I materiali isolanti sono quei materiali che impediscono, o quantomeno minimizzano, il trasferimento di:

  • Energia termica (calore) attraverso una parete che separa due sistemi a temperature diverse (isolamento termico).
  • Energia sonora attraverso una parete tra due ambienti distinti (isolamento acustico).
  • Corrente elettrica tra due conduttori tra cui è applicata una differenza di potenziale ovvero una tensione V (isolamento elettrico).

I materiali utilizzati per raggiungere tali scopi vengono detti rispettivamente: isolanti termici, isolanti acustici ed isolati elettrici. Analizziamoli nel dettaglio.

Isolanti termici: caratteristiche e tipologie.

L'isolasmento termico utilizza  materiali che minimizzano il passaggio di energia termica tra due corpi in contatto tra loro ed a temperatura diverse. In accordo con i 2 principi della termodinamica, infatti, se si considerano due corpi t1 e t2 con t1>t2, il calore si trasferirà spontaneamente dal corpo a temperatura t1 a quello a temperatura t2 e mai al contrario.

Il parametro che ci guida nella scelta di un tale materiale è la conducibilità termica λ (il rapporto tra la quantità di calore che attraversa la sua unità di superficie e la differenza di temperatura tra i due corpi). Per minimizzare perciò il flusso di calore occorrerà scegliere un materiale che ha un basso valore di λ e che perciò si lascerà attraversare con difficoltà dal flusso di energia termica. Se il materiale non è omogeneo, ma è costituito da vari strati di differenti materiali, anzicché λ si considererà il coefficiente di trasmissione termica complessiva U che dipenderà dai valori di λ dei singoli componenti e dai loro spessori. Ovviamente U sarà tanto più basso quanto più bassi risulteranno i valori di λ dei vari componenti e quanto più elevati risulteranno i loro spessori.Approfondisci le

Approfondisci le tecniche per realizzare l'isolamento termico.

Isolamento termico

Tipologie di isolanti termici.

Sono in uso vari criteri per classificare i materiali con buone caratteristiche di isolamento termico. Nel seguito riportiamo la classificazione effettuata col criterio più utilizzato ossia in funzione della loro natura. Secondo detto criterio avremo isolanti termici minerali, vegetali, animali e sintetici.

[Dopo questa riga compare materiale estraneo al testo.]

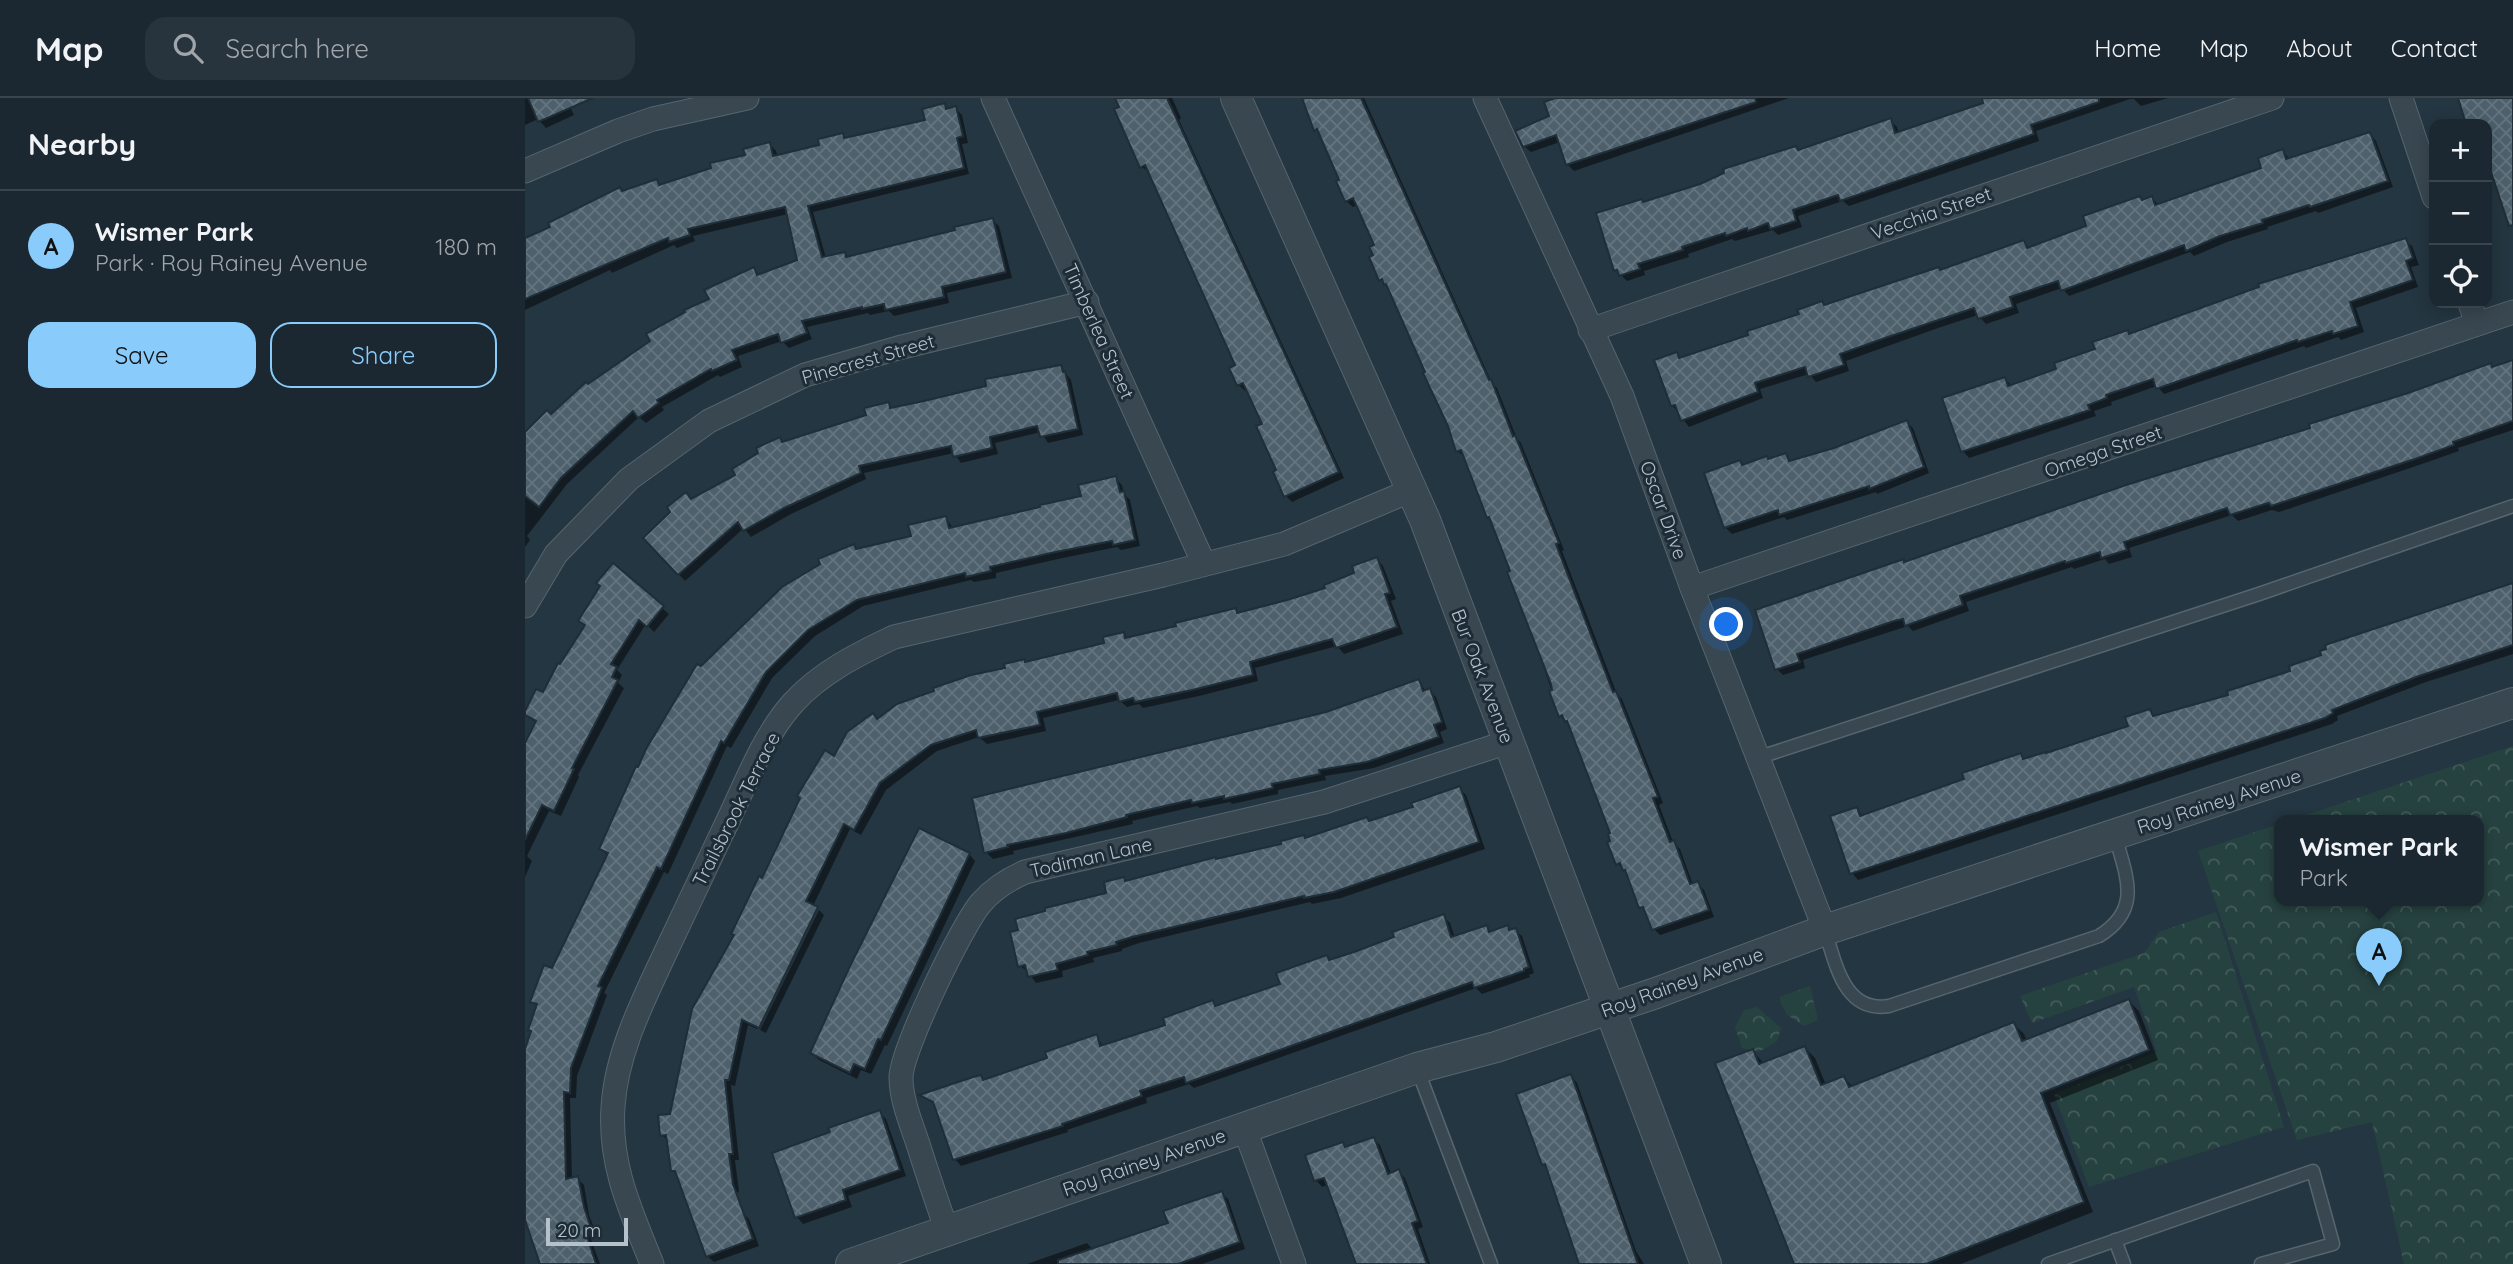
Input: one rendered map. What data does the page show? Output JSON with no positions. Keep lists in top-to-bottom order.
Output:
{
  "streets": {
    "street": [
      "Vecchia Street",
      "Timberlea Street",
      "Pinecrest Street",
      "Omega Street",
      "Oscar Drive",
      "Bur Oak Avenue",
      "Roy Rainey Avenue",
      "Trailsbrook Terrace",
      "Todiman Lane"
    ]
  },
  "crossings": [
    ["Vecchia Street", "Oscar Drive"],
    ["Timberlea Street", "Pinecrest Street"],
    ["Timberlea Street", "Trailsbrook Terrace"],
    ["Omega Street", "Oscar Drive"],
    ["Oscar Drive", "Roy Rainey Avenue"],
    ["Bur Oak Avenue", "Roy Rainey Avenue"],
    ["Bur Oak Avenue", "Trailsbrook Terrace"],
    ["Bur Oak Avenue", "Todiman Lane"],
    ["Roy Rainey Avenue", "Todiman Lane"]
  ],
  "scale_bar": "20 m",
  "page": {
    "header": "Map",
    "search": "Search here",
    "nav": [
      "Home",
      "Map",
      "About",
      "Contact"
    ],
    "heading": "Nearby",
    "map_buttons": ["+", "−"],
    "list": [
      {
        "mark": "A",
        "name": "Wismer Park",
        "note": "Park · Roy Rainey Avenue",
        "value": "180 m"
      }
    ],
    "buttons": ["Save", "Share"],
    "popup": ["Wismer Park", "Park"],
    "pins": "A",
    "scale": "20 m"
  }
}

Isolanti minerali. Sono composti inorganici solidi presenti in natura come costituenti della crosta terrestre da cui si estraggono attraverso miniere. I più comuni sono:

  • Argille espanse. Sono sferoidi con struttura a nido d’ape ottenuti cuocendo in forni rotanti l’argilla macinata in appositi frantoi. La loro conducibilità termica λ è compresa tra 0,09 e 0,13 W/mK.
  • Vermiculite espansa. Si ottiene per cottura di rocce a base di mica. La sua conducibilità termica è λ=0,06 W/mK.
  • Pomice. E’ una roccia leggerissima che si è formata per solidificazione di emissioni di magma espulso con violenza nel corso di eruzioni vulcaniche. La sua conduttività termica è compresa tra 0,1 e 0,2 W/mK.
  • Lana di roccia. E’ un silicato ossia un composto di silicio ed ossigeno che si ricava dalle rocce ed ha una consistenza lanuginosa. La sua conduttività termica è tra 0,035 e 0,040 W/mK.
  • Lana di vetro. Silicato e quindi composto di silicio ed ossigeno che si ottiene fondendo una miscela di vetro e sabbia. La sua conduttività termica è 0,040 W/mK.
  • Calcio silicato. E’ una miscela di: polvere di quarzo, calce, cemento, aggregati, polvere di alluminio. Miscela che viene fatta maturare sottoponendola ad un getto di vapore d’acqua a pressione elevata per un tempo variabile. La sua conduttività termica è λ=0,06 W/mK.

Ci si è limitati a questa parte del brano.